Mercredi, M. Sanchez a écrit sur X que « les images du ministre israélien Ben Gvir humiliant des membres de la flottille internationale de soutien à Gaza sont inacceptables. Nous ne tolérerons pas que quiconque maltraite nos citoyens ». En Irlande, une lettre a révélé que le Premier ministre Micheal Martin exhortait le chef de l'UE à prendre « de nouvelles mesures » contre Israël après le traitement réservé aux militants. Dans la lettre adressée au président du Conseil européen, Antonio Costa, transmise jeudi à l'AFP par une source gouvernementale anonyme, M. Martin a condamné le « traitement choquant réservé aux citoyens de l'UE » par Israël et le « comportement inacceptable » de Ben Gvir. La lettre datée de mercredi appelle à un débat sur cette question lors de la prochaine réunion du Conseil européen en juin.

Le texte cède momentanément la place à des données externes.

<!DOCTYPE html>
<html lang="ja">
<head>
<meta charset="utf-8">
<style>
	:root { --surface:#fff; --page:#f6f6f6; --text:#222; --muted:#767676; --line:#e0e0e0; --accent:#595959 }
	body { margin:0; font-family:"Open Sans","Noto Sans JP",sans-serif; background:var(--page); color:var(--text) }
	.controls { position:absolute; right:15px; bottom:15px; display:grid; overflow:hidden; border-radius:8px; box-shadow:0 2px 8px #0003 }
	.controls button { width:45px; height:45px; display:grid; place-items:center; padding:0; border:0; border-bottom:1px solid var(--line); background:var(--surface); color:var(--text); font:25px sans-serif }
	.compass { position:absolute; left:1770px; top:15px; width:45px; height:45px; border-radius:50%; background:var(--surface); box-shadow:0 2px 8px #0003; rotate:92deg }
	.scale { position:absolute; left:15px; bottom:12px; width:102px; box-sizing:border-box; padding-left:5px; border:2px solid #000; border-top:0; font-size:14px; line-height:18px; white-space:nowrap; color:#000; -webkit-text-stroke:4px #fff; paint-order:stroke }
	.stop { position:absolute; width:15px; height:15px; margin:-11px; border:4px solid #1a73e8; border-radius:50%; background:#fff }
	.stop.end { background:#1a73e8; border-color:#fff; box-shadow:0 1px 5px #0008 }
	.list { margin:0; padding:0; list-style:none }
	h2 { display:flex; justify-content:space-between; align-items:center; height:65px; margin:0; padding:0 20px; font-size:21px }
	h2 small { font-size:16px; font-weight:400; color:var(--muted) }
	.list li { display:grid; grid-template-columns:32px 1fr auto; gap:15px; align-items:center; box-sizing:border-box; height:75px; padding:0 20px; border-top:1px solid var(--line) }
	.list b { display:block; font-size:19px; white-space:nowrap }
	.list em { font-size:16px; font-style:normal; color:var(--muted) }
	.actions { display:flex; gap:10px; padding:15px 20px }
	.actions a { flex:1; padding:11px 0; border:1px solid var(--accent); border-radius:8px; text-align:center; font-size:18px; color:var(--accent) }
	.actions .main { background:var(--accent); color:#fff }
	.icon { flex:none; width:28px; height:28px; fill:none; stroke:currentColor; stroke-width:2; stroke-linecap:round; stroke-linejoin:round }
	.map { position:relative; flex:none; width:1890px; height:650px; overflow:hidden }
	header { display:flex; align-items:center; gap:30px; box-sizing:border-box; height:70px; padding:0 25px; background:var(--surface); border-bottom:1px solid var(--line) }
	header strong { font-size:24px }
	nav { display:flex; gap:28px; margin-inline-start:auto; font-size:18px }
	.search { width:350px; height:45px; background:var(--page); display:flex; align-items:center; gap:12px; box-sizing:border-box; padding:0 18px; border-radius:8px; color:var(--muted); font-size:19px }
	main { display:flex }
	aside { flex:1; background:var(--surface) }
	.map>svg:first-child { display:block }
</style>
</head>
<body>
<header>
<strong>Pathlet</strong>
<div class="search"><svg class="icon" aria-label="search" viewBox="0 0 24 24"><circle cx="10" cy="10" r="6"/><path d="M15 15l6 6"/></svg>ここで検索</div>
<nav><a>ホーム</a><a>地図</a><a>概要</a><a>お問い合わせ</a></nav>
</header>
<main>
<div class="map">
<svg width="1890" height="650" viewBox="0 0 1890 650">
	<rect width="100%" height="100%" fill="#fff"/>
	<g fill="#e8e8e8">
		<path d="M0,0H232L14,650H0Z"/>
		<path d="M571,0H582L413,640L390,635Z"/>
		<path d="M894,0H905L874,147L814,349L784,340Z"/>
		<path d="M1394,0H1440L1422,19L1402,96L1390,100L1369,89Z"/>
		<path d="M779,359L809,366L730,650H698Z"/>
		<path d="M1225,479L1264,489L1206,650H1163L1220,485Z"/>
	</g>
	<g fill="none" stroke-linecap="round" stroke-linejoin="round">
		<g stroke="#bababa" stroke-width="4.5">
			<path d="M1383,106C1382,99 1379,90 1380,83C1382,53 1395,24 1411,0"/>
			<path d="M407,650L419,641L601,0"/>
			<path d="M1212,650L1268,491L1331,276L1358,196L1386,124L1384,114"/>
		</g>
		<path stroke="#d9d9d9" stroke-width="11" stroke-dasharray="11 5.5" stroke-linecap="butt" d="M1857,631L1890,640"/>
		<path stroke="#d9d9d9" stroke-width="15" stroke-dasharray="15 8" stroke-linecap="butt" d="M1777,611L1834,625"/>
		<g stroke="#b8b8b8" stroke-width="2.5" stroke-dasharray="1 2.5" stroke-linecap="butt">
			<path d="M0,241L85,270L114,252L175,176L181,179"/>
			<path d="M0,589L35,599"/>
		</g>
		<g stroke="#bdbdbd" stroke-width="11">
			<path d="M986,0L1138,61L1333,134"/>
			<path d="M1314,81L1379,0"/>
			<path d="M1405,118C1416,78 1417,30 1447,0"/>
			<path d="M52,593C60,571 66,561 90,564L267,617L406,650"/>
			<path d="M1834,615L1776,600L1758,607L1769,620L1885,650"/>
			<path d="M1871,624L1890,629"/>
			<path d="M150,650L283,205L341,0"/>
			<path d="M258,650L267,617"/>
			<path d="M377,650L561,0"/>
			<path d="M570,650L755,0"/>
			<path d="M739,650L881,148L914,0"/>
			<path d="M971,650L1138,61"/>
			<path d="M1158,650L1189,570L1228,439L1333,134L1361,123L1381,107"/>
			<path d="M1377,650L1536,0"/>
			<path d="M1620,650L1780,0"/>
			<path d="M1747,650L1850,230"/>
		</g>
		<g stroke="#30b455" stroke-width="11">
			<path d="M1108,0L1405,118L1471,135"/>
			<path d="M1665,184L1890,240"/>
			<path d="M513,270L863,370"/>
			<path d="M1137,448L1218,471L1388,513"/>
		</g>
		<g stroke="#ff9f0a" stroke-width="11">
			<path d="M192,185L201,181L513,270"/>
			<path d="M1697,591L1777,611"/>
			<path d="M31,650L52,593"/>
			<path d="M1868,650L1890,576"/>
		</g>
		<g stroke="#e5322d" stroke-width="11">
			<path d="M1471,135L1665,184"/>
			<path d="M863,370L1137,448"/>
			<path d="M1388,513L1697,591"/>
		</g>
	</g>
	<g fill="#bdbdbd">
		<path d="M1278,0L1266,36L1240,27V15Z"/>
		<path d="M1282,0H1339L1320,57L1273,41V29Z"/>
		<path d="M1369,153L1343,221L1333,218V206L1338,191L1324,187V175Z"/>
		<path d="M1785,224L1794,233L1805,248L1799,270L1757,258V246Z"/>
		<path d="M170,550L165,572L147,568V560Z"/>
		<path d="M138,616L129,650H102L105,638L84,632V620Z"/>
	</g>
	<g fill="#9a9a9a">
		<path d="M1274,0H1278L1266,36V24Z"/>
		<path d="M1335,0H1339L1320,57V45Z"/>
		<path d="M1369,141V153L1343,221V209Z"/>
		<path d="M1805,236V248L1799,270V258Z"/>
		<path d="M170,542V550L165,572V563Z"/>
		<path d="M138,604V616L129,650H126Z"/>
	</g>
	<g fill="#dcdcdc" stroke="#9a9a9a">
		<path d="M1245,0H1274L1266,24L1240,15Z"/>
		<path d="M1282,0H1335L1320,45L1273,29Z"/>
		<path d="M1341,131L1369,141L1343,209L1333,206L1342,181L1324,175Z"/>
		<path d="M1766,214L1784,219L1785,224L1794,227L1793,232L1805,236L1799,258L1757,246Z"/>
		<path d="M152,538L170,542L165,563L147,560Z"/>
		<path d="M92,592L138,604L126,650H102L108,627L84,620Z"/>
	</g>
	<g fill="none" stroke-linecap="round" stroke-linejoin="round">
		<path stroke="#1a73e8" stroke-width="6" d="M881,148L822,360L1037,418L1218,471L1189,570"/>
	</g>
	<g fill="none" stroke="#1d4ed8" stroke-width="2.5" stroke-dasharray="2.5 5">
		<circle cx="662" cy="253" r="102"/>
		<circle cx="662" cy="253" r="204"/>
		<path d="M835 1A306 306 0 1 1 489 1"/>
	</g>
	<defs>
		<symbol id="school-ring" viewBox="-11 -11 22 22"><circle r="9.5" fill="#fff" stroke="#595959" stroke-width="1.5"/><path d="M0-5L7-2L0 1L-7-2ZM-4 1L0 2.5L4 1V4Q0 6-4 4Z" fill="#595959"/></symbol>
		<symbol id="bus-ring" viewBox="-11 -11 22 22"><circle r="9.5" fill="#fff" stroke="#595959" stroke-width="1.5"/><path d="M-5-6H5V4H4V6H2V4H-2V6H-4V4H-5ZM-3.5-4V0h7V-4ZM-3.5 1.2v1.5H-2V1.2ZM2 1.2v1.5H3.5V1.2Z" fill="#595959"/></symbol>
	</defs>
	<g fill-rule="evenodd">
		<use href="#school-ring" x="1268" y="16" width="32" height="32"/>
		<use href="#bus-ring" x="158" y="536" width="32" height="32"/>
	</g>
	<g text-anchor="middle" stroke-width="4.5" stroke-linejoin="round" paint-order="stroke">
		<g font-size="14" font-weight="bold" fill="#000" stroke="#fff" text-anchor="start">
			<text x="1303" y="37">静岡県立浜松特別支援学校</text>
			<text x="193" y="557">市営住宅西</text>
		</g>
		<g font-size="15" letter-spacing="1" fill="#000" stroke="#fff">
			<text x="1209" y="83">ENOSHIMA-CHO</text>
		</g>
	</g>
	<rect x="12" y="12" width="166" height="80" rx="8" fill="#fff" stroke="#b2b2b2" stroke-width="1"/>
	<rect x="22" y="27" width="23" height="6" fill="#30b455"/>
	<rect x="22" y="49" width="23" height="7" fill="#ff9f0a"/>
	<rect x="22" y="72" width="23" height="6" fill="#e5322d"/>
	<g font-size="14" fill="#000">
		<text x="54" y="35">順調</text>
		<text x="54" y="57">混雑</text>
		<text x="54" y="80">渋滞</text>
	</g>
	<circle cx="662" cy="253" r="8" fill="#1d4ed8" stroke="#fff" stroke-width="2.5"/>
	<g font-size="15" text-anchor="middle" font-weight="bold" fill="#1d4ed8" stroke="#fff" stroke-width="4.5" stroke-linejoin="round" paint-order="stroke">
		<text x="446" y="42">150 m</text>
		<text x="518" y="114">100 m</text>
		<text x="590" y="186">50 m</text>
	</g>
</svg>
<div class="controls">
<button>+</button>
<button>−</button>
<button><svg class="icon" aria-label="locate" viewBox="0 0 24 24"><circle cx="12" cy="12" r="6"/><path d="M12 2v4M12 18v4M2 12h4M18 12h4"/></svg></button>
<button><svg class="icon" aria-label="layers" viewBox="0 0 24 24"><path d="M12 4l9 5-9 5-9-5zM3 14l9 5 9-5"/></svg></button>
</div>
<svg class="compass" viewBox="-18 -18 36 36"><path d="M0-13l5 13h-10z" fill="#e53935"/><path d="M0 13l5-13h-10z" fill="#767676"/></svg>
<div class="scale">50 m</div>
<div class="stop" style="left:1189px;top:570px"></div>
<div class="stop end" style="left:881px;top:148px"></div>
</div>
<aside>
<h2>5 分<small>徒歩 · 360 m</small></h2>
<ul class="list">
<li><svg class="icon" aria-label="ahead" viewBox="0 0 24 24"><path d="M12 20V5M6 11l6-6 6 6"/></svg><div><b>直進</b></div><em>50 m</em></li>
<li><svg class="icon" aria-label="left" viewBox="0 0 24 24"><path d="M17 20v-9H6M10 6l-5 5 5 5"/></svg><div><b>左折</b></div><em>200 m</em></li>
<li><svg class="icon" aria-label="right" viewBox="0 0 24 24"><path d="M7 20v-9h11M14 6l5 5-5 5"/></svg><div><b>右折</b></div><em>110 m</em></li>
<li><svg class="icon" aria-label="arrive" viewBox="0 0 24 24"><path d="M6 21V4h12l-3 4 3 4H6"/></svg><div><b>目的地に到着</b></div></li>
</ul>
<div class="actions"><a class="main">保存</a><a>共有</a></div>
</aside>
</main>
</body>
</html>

« Cela doit au minimum inclure l’interdiction des produits provenant des colonies israéliennes et la suspension d'une partie, voire de la totalité, de l’accord d’association entre l’UE et Israël », estime M. Martin. Cet accord de juin 2000 comprend une clause exigeant le respect des droits de l'Homme. M. Sanchez a qualifié les sanctions contre M. Ben Gvir de « question urgente » pour Bruxelles, précisant qu’il avait déjà annoncé en septembre l’interdiction d’entrée du ministre en Espagne. Jeudi, le Royaume-Uni a annoncé avoir convoqué le plus haut représentant diplomatique d'Israël en Grande-Bretagne à la suite de « cette vidéo incendiaire ».

Israël a parallèlement annoncé jeudi avoir expulsé tous les militants étrangers de la « flottille pour Gaza » sans préciser s'ils avaient été jugés. La vidéo, intitulée « Bienvenue en Israël », montrait également Ben Gvir chahutant les militants tout en agitant un drapeau israélien. Les activistes avaient quitté la Turquie la semaine dernière à bord d’une cinquantaine de navires. Il s’agissait de leur dernière tentative en date pour briser le blocus israélien de Gaza, après que les forces israéliennes eurent intercepté un convoi précédent le mois dernier.